The information collected by the NDIA about a participant might include:

• Identity (name, date of birth, gender, signature, identity documents)
• Images, photos and video recordings
• Addresses
• Contact information
• Communication preferences
• Correspondences
• Background and circumstances (e.g. education, employment)
• Information about family members, authorised representatives, nominees and treating professionals
• Health information (e.g. disability, NDIS plan goals, support needs, treatments, treating practitioners)
• Cultural and/or linguistic background
• Criminal history
• Identifiers (e.g. Centrelink Customer Reference Number (CRN))
• Bank details
• Payments.

(NDIA 2024)

Consent

Participants must consent to having their information collected, unless:

• The collection of information is authorised or required by law, or
• The collection of information is permitted under the Privacy Act 1988.

(NDIA 2024)

Disclosure of Information

In some cases, the NDIA might need to disclose a participant’s personal information.
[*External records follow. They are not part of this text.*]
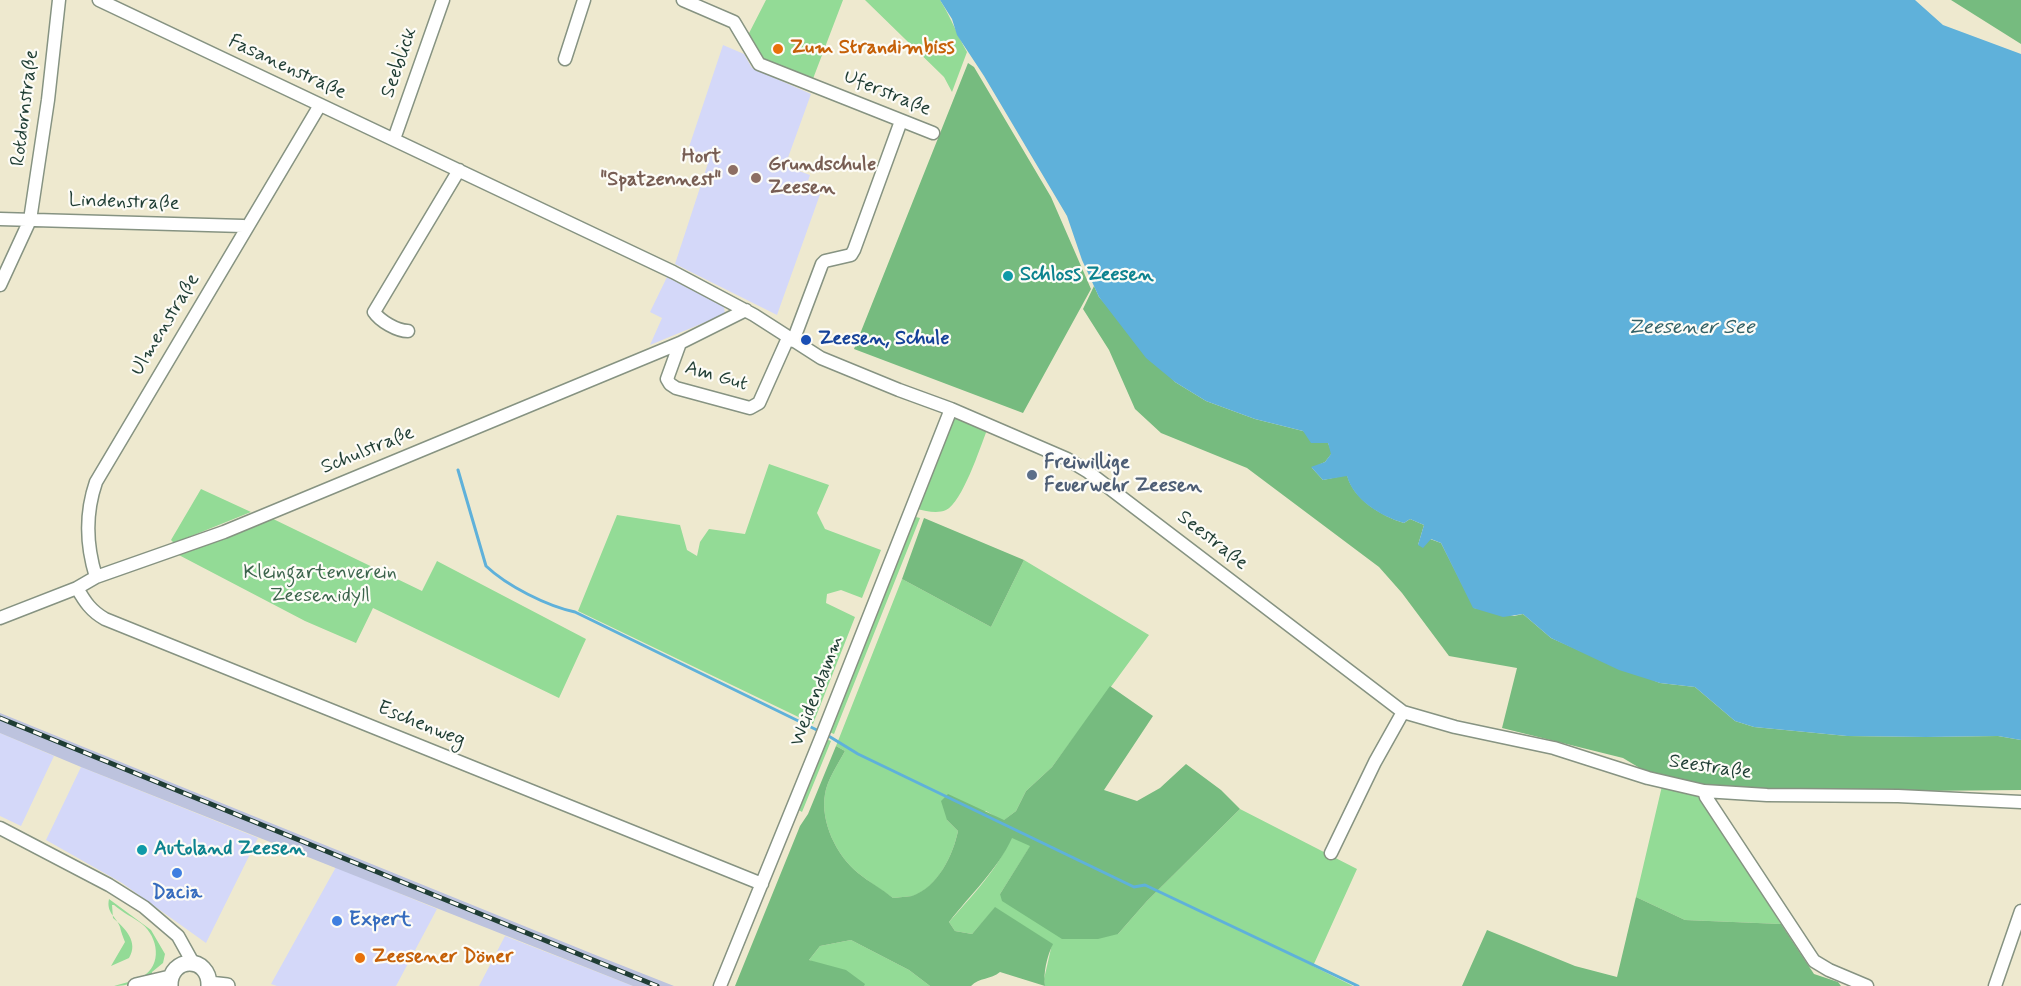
<!DOCTYPE html>
<meta charset="utf-8">
<style>
body{margin:0}
canvas{display:block;background:#eee9cf}
</style>
<canvas width="2021" height="986"></canvas>
<script>
const c = document.querySelector('canvas').getContext('2d');
c.lineJoin = 'round';
function fillPath(path, color) {
  c.fillStyle = color;
  c.fill(path, 'evenodd');
}
function stroke(path, color, width, dash) {
  c.strokeStyle = color;
  c.lineWidth = width;
  c.lineCap = dash ? 'butt' : 'round';
  c.setLineDash(dash || []);
  c.stroke(path);
}
function drawText(font, color, halo, rows, align = 'center') {
  c.font = font + ' Mynerve,sans-serif';
  c.lineWidth = 4.5;
  c.setLineDash([]);
  c.textBaseline = 'middle';
  c.strokeStyle = halo;
  c.fillStyle = color;
  for (const [text, x, y, turn = 0] of rows) {
    c.save();
    c.translate(x, y);
    c.rotate((+turn || 0) * Math.PI / 180);
    c.textAlign = isNaN(turn) ? turn : align;
    if (halo) c.strokeText(text, 0, 0);
    c.fillText(text, 0, 0);
    c.restore();
  }
}
fillPath(new Path2D(`
 M723,45L744,54L752,68L811,94L785,166L810,175L808,181L823,186L777,315L675,264L710,157L688,150Z
 M667,277L724,307L725,314L650,345L662,318L650,312Z
 M0,733L54,756L21,826L0,816Z
 M81,767L258,838L206,943L122,883L46,840Z
 M336,867L437,909L396,986H277L271,984Z
 M505,936L633,986H479Z`), '#d4d8f9');
fillPath(new Path2D(`
 M0,713L593,954L674,986H633L81,767L0,733Z`), '#bdc3de');
fillPath(new Path2D(`
 M766,0H843L811,84L759,64L745,41Z
 M865,0H940C951,17 957,35 967,52L952,92L944,77Z
 M954,416L987,430C980,448 962,503 946,510C937,514 926,511 917,509Z
 M769,464L829,485L817,513L825,529L881,550L862,598L841,590L827,594L826,603L855,617L813,724L578,611L617,515L680,525L687,550L697,556L700,542L709,529L745,534Z
 M201,489L251,512L174,543L171,540Z
 M267,516L422,591L437,561L586,639L559,698L373,608L356,643L305,621L175,553Z
 M916,517L920,518L834,734L827,731L912,520Z
 M1024,560L1149,635L1052,767L1026,791L1016,811L1003,821L986,811L947,820L958,831C953,855 938,887 913,896C907,897 899,897 893,898C882,890 869,882 858,873C837,856 820,822 825,794C827,780 838,764 845,751L836,746L902,579L991,627Z
 M824,738L831,741L802,812L797,809Z
 M1662,786L1699,796L1781,924L1685,920L1636,897Z
 M1240,809L1357,869L1313,966L1353,986H1045L1044,979L1052,944L995,908L972,934L955,931L949,922C970,898 1000,867 1011,837L1031,845L1000,894L1118,934L1147,901Z
 M109,899L151,930L165,954L163,963L152,972V975C140,981 128,986 114,986C123,983 134,981 142,977C163,965 158,937 142,924C133,917 123,913 114,905H112L113,918C125,928 139,942 129,958L111,966L125,942C123,937 121,932 120,927C116,916 106,913 109,899Z
 M851,940L909,970L930,986H864V984L809,960L820,946Z`), '#93db96');
fillPath(new Path2D(`
 M1951,0H2021V44Z
 M968,63L974,67L1051,197L1091,289L1023,413L854,349Z
 M1094,286L1099,297L1175,382L1206,401L1255,419L1303,431L1328,443L1332,453L1325,462L1312,468L1323,480L1347,475C1353,499 1381,516 1404,523L1410,519L1424,525L1418,545L1430,539L1441,543L1474,608L1514,616L1523,614L1551,638L1585,653L1660,683L1695,687L1735,721L1754,727L1847,736L1926,737L1998,736L2021,740V790L1708,793L1663,782L1623,758L1502,728L1517,668L1449,656L1402,593L1379,567L1247,468L1161,433L1135,409L1109,350L1083,309Z
 M924,518L1024,560L991,627L902,579Z
 M1110,686L1153,716L1104,790L1137,801L1160,788L1186,764L1221,790L1240,809L1147,901L1118,934L1098,939H1062L1002,901L1000,894L1030,846L1012,838C998,869 970,895 949,922L955,931L972,934L995,907L1053,944C1047,956 1043,973 1045,986L1000,972C991,980 979,977 971,986H930L909,970L851,940L820,946L809,960L846,970L865,984L864,986H735L800,826L808,814L836,746L845,751C838,764 827,780 825,794C820,822 837,856 858,873C869,882 882,889 893,898C899,897 907,897 912,896C938,887 953,855 958,831L947,820L941,801L948,794L1004,820L1016,811L1026,791L1052,767Z
 M1636,897L1685,920L1781,924L1814,974L1838,982L1841,986H1462L1487,930L1575,966L1617,977Z`), '#76bb7f');
fillPath(new Path2D(`
 M940,0H1915L1943,25L2021,54V740L1998,736L1926,737L1847,736L1754,727L1735,721L1695,687L1660,683L1619,670L1551,638L1523,614L1503,617L1473,608L1441,543L1431,539L1423,548L1418,545L1424,525L1410,519L1404,523C1380,516 1353,499 1347,476L1323,480L1311,467L1325,462L1331,454L1328,443H1311L1303,431L1255,419L1206,401L1175,382L1146,358L1099,297L1082,260L1067,216L984,76L957,35L952,19Z`), '#5fb1da');
stroke(new Path2D(`
 M458,470L486,566C507,586 547,606 575,612L821,732
 M827,735L858,754L1134,887L1145,885L1358,986`), '#5fb1da', 3);
const minor = new Path2D(`
 M99,0L673,272L754,315L821,358L899,390L951,409L1067,459L1087,471L1403,712L1455,727L1554,748L1648,778L1704,791L1767,795L1898,796L2021,802
 M683,0L734,22L759,64L933,133
 M565,59L584,0
 M394,139L443,0
 M0,219L243,226L246,228
 M0,285L30,220L48,100L59,0
 M408,331C397,331 380,321 374,312L459,170
 M793,341L822,264L825,261L851,255L854,250L901,121
 M680,343L667,379L670,384L676,388L750,408L759,403L788,338
 M96,577C86,545 85,514 96,482L320,105
 M77,588C85,602 91,611 105,619L762,884
 M0,618L77,588L96,577L224,532L680,343L746,310
 M1704,791L1706,797L1814,961L1829,970L1867,986
 M0,828L109,885L144,907L178,936L193,963
 M1331,853L1375,762L1403,712
 M720,986L821,738L951,409
 M1995,986L2021,911`);
const major = new Path2D(`
 M209,984L227,986
 M136,986L170,978
 M170,986C169,956 210,955 209,986`);
stroke(minor, '#869382', 15);
stroke(major, '#869382', 18);
stroke(minor, '#fff', 12);
stroke(major, '#fff', 15);
const rail = new Path2D(`
 M0,718L657,986`);
stroke(rail, '#1f3d34', 5);
stroke(rail, '#fdfcf7', 3, [9]);
for (const [x, y, r, color] of [
 [778,49,6,"#e8710a"],
 [733,170,6,"#8d6e63"],
 [756,178,6,"#8d6e63"],
 [1008,276,6,"#0f9aa8"],
 [806,340,6,"#1a4fb4"],
 [1032,475,6,"#5c6f8a"],
 [142,850,6,"#0f9aa8"],
 [177,873,6,"#3f7fe0"],
 [337,921,6,"#3f7fe0"],
 [360,958,6,"#e8710a"]
]) {
  const dot = new Path2D();
  dot.arc(x, y, r, 0, 2 * Math.PI);
  c.fillStyle = color;
  c.fill(dot);
  stroke(dot, '#fdfcf7', 2);
}
drawText('bold 20px', '#c56008', '#fdfcf7', [
 ["Zum Strandimbiss",790,49],
 ["Zeesener Döner",372,958]
], 'left');
drawText('20px', '#1f3d34', '#fdfcf7', [
 ["Seeblick",400,63,-71],
 ["Fasanenstraße",287,68,25],
 ["Uferstraße",887,94,22],
 ["Rotdornstraße",26,108,-83],
 ["Lindenstraße",124,203,2],
 ["Ulmenstraße",166,325,-59],
 ["Am Gut",716,377,16],
 ["Schulstraße",368,451,-22],
 ["Seestraße",1212,541,38],
 ["Weidendamm",818,691,-69],
 ["Eschenweg",421,725,22],
 ["Seestraße",1710,768,8]
]);
drawText('bold 20px', '#785e54', '#fdfcf7', [
 ["Hort",721,158],
 ["\"Spatzennest\"",721,181],
 ["Grundschule",768,166,"left"],
 ["Zeesen",768,189,"left"]
], 'right');
drawText('bold 20px', '#0d838f', '#fdfcf7', [
 ["Schloss Zeesen",1020,276],
 ["Autoland Zeesen",154,850]
], 'left');
drawText('bold 20px', '#164399', '#fdfcf7', [
 ["Zeesen, Schule",818,340]
], 'left');
drawText('bold 20px', '#4e5e75', '#fdfcf7', [
 ["Freiwillige",1044,464],
 ["Feuerwehr Zeesen",1044,487]
], 'left');
drawText('20px', '#3c644c', '#fdfcf7', [
 ["Kleingartenverein",320,574],
 ["Zeesenidyll",320,597]
]);
drawText('bold 20px', '#366cbe', '#fdfcf7', [
 ["Dacia",177,894],
 ["Expert",349,921,"left"]
]);
drawText('italic 21px', '#326066', '#fdfcf7', [
 ["Zeesener See",1691,329]
]);
</script>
Where possible, this information will be de-identified before disclosure. Examples of when disclosure may occur include:

• Delivering the NDIS or related functions (e.g. for quality assurance, training or education or to facilitate the improvement of services)
• Referring participants to external providers, or sharing information with other parties (e.g. support coordinators, plan managers, recovery coaches) when this is required for services included in the participant’s NDIS plan
• Investigating and checking security risks
• Managing financial risks such as fraud
• Engaging contractors to provide NDIS services on behalf of the NDIA.

(NDIA 2024)

Person-centred Care

Read: Person-centred Supports: NDIS Rights and Responsibilities

Privacy and dignity are guiding principles of person-centred care. The provision of effective, person-centred care hinges upon the following:

• Clear respect for participants’ values, preferences and expressed needs
• Coordination and integration of care
• Information, communication and education
• Physical comfort
• Emotional support and attempts to alleviate fear and anxiety
• Involvement of family, friends and carers
• Transition and continuity
• Access to care.

(SA Health 2014)

Participant Dignity

Beyond communication, workers should be mindful of the steps they take to ensure participants’ privacy and modesty are protected, e.g., closing screens, making sure participants are covered and keeping their voices down when discussing private and personal issues (RCN 2008).
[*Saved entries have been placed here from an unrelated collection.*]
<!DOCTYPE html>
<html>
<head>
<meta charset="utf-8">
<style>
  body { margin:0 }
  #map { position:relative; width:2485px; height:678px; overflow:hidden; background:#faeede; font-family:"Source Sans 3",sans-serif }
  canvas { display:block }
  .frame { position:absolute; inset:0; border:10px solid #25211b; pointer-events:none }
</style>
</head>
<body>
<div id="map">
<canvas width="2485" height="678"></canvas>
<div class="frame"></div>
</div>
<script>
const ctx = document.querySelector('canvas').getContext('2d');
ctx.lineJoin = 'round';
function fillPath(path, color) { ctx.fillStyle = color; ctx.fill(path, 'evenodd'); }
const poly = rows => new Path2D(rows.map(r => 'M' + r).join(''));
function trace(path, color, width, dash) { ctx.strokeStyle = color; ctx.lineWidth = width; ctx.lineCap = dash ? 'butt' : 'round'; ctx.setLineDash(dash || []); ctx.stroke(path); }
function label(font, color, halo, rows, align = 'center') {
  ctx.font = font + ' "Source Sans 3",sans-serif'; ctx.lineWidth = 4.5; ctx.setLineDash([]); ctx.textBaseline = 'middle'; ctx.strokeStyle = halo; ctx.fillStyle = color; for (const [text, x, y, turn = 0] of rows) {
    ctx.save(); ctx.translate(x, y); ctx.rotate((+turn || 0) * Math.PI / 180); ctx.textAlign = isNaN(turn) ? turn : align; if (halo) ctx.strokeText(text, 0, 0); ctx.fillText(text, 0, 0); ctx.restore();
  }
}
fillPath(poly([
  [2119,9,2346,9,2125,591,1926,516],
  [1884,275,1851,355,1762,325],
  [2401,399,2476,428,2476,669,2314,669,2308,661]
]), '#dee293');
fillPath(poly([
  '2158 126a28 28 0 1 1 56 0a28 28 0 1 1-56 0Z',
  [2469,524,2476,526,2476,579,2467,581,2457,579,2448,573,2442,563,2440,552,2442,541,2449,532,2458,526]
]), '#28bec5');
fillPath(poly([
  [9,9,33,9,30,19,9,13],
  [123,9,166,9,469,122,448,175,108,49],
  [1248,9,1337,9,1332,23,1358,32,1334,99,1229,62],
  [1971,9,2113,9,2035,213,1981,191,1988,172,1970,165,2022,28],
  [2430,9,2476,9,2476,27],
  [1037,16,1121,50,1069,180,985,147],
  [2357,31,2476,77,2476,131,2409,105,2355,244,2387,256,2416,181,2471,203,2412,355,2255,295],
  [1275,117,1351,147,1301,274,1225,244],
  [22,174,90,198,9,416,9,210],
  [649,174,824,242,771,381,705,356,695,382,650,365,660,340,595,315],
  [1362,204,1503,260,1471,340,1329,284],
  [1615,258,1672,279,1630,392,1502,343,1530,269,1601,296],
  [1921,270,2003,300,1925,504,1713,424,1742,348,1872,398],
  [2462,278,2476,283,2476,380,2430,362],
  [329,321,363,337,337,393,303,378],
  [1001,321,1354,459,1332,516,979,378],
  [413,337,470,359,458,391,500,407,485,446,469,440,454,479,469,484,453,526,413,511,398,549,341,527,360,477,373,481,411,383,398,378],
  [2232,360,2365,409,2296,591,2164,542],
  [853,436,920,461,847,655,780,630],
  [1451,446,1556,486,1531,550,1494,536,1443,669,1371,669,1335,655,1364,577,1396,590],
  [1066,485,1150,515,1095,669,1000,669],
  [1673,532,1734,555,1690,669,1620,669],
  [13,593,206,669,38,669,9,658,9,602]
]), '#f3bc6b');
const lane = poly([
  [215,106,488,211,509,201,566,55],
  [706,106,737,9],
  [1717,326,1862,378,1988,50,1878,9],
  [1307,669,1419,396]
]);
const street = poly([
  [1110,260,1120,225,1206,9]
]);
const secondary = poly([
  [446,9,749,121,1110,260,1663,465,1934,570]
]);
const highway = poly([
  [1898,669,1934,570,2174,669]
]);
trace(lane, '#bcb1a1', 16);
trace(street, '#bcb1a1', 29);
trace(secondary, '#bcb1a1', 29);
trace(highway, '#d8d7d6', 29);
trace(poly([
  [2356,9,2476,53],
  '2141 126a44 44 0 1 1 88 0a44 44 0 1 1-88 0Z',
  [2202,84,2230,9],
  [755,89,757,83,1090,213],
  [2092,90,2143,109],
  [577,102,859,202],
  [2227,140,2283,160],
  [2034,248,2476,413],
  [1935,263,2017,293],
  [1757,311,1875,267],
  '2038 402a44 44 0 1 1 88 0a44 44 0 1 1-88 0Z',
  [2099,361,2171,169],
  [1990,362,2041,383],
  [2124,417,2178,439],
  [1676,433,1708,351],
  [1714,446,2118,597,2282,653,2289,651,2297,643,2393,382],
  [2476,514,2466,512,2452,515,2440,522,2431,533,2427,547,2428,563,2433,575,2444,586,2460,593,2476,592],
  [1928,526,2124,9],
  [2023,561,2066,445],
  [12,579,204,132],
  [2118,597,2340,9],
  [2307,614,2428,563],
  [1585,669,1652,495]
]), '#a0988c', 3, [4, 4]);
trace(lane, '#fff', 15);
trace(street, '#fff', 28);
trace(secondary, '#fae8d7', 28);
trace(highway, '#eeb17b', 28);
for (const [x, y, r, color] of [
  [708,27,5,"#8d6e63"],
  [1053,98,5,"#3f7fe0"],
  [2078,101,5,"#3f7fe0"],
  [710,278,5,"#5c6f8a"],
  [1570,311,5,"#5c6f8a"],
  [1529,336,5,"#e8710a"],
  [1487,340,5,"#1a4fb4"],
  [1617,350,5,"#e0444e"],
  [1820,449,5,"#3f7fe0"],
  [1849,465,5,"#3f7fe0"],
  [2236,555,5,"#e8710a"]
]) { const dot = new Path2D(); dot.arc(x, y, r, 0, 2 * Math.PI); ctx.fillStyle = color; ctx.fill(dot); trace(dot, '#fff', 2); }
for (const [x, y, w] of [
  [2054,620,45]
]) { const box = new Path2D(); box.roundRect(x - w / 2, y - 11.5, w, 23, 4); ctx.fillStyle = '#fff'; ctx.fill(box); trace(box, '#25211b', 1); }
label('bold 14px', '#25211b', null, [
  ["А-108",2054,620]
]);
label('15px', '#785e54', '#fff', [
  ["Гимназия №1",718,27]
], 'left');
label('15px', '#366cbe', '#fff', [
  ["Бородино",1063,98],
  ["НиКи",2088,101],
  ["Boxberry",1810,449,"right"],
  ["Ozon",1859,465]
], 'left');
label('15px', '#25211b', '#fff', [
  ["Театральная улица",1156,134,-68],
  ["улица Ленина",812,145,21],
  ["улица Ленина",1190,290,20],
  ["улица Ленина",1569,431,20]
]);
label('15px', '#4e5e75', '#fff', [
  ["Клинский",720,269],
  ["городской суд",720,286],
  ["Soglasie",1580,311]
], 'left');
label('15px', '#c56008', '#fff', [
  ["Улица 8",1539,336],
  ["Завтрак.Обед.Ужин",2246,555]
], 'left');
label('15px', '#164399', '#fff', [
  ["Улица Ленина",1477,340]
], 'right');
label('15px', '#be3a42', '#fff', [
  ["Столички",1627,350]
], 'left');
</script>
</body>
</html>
This may also mean carrying out self-care tasks such as bathing, dressing and feeding with sensitivity.

Respect for the Values and Preferences of Participants

Ways to let participants know that their preferences matter could include:

• Ensuring gender accommodation is available, or when not possible, providing participants with support and safety needs in a mixed-gender environment
• Ensuring that workers introduce themselves and explain their role to participants
• Asking participants what name they prefer to be called
• Identifying people such as carers, family or friends, in conjunction with participants
• Showing an awareness of different views, beliefs, cultures and languages
• Considering participants’ preferences in all decision-making and goal-setting for care and treatment
• Providing person-centred care
• Ensuring participants are treated with dignity and respect and showing sensitivity towards their cultural values and needs
• Keeping participants informed and involving participants, family and/or carers in decision-making
• Maintaining participants’ privacy
• Being respectful of participants’ religious or faith traditions, and ensuring that interpreters and cultural, religious or faith supports are available if needed.

(SA Health 2014)

Involving participants as much as possible in their care is an easy way to reassure them that their privacy and dignity are being considered.

Participants will want to know who is looking after them, when, why and how. Maintaining ongoing discussions with participants is essential (SA Health 2014).